The study followed 32,269 women for 11 years who were asked to estimate their activity levels over the previous 12 months. The researchers found that moderate exercise did not cut breast cancer risk. On the other hand, strenuous exercise did, but was only protective in women who were not overweight or obese, while light exercise had no effect whatsoever.
If you’re wondering what “strenuous exercise” means? Well, according to the study, this physical activity is not only related to going to the gym necessarily and have our muscle worked to the maximum. On contrary, women can do so much things that can improve their health such as household and gardening tasks, such as scrubbing floors, washing windows, digging, or chopping wood and sports or exercise such as running, fast jogging, competitive tennis, aerobics, bicycling on hills and fast dancing.

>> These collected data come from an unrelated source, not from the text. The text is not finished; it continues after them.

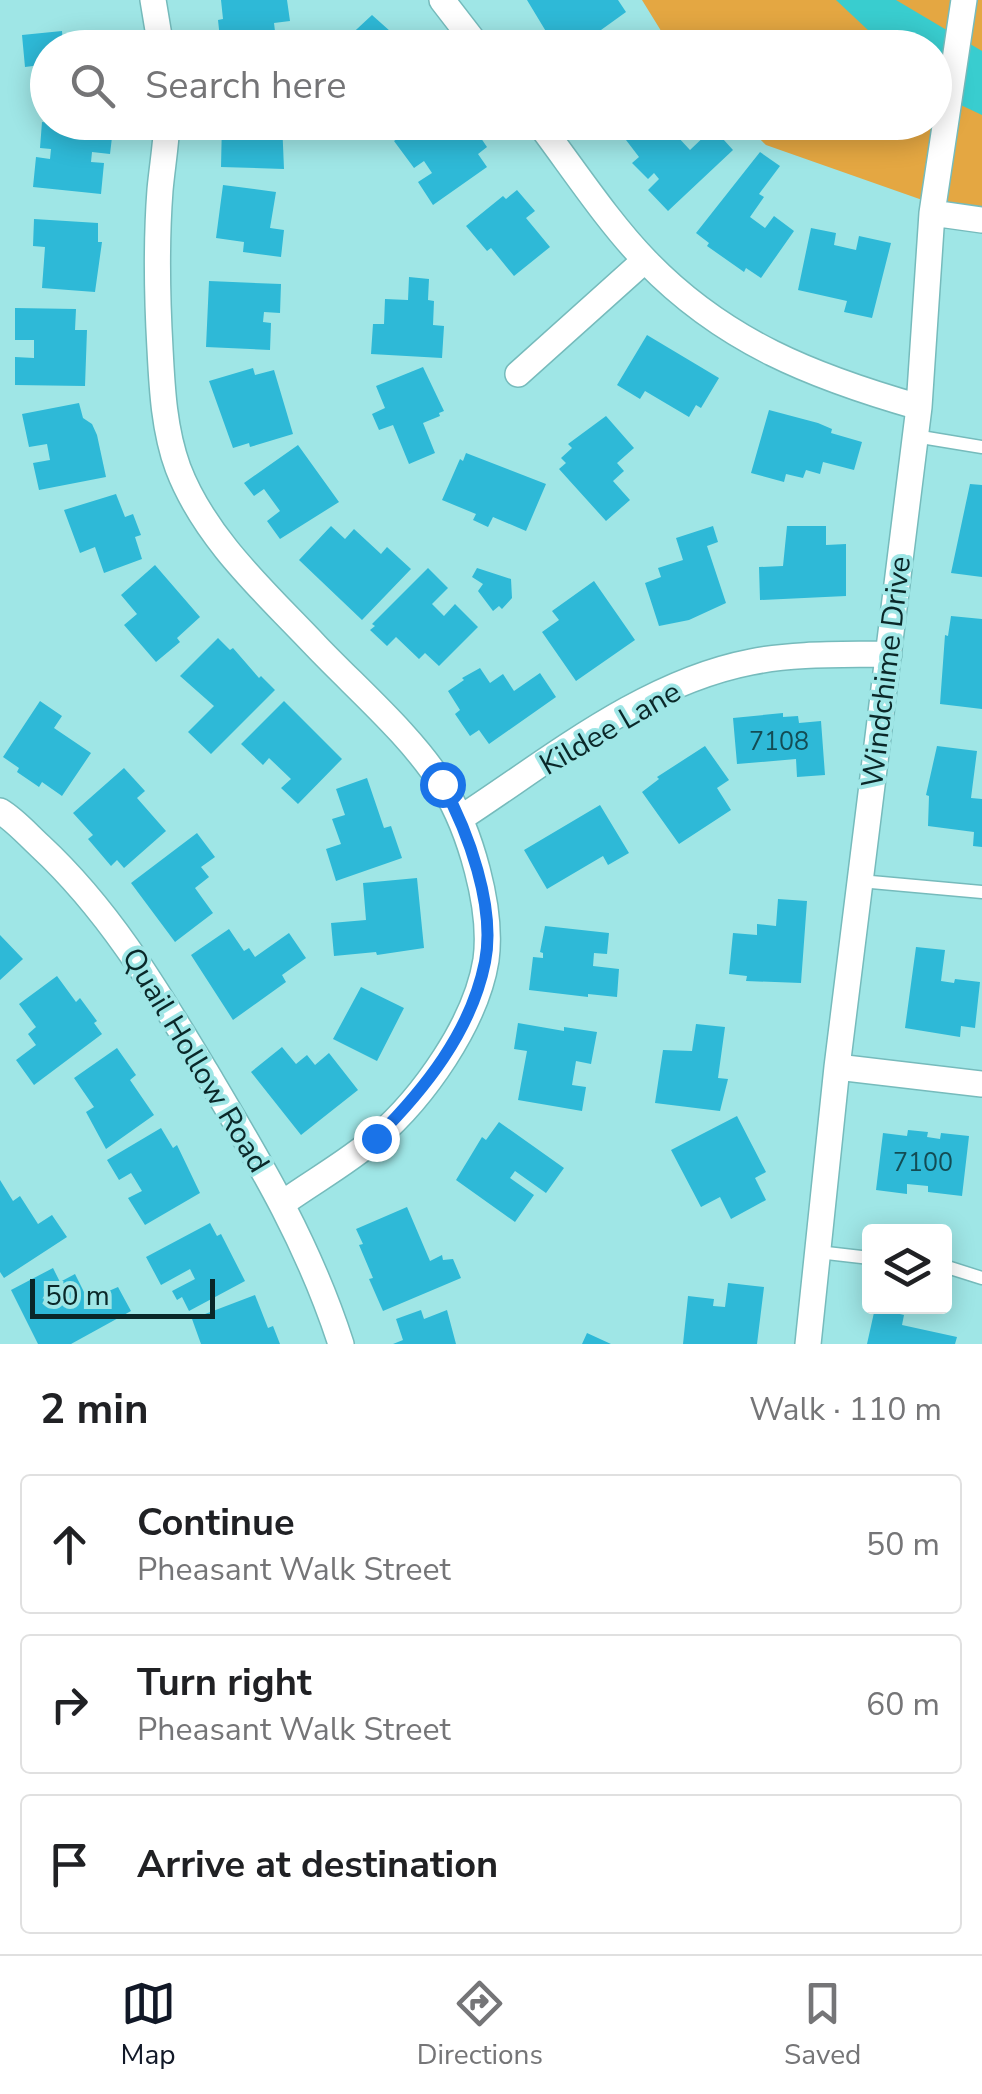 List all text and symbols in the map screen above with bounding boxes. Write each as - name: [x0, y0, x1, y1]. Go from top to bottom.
- search box: [30, 30, 952, 140]
- icon: search: [65, 58, 120, 113]
- text: Search here: [145, 60, 346, 111]
- street label: Windchime Drive: [852, 554, 921, 790]
- street label: Kildee Lane: [532, 671, 688, 785]
- house number: 7108: [749, 725, 809, 759]
- route start: [420, 762, 466, 808]
- street label: Quail Hollow Road: [112, 940, 279, 1180]
- route end: [354, 1116, 400, 1162]
- house number: 7100: [893, 1146, 953, 1180]
- map controls: [862, 1224, 952, 1314]
- button: layers: [862, 1224, 952, 1314]
- scale bar: [30, 1274, 215, 1318]
- text: 50 m: [45, 1277, 110, 1315]
- text: 2 min: [40, 1381, 149, 1438]
- text: Walk · 110 m: [749, 1388, 942, 1431]
- text: Continue: [137, 1497, 295, 1548]
- icon: ahead: [42, 1517, 97, 1572]
- text: 50 m: [866, 1523, 940, 1566]
- text: Pheasant Walk Street: [137, 1548, 451, 1591]
- text: Turn right: [137, 1657, 312, 1708]
- icon: right: [42, 1677, 97, 1732]
- text: 60 m: [866, 1683, 940, 1726]
- text: Pheasant Walk Street: [137, 1708, 451, 1751]
- icon: arrive: [42, 1837, 97, 1892]
- text: Arrive at destination: [137, 1839, 498, 1890]
- tab: Map: [121, 1976, 176, 2074]
- tab: Directions: [417, 1976, 543, 2074]
- tab: Saved: [784, 1976, 861, 2074]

On the other hand, non-vigorous activities (vacuuming, doing laundry, painting, general gardening) and light sports or exercise (walking, hiking, light jogging, recreational tennis, bowling) offered no protection against breast cancer.
"Possible mechanisms through which physical activity may protect against breast cancer that are independent of body mass include reduced exposure to growth factors, enhanced immune function, and decreased chronic inflammation, variables that are related both to greater physical activity and to lower breast cancer risk," the study authors concluded.
The study findings were published in the Oct. 31 issue of the journal Breast Cancer Research.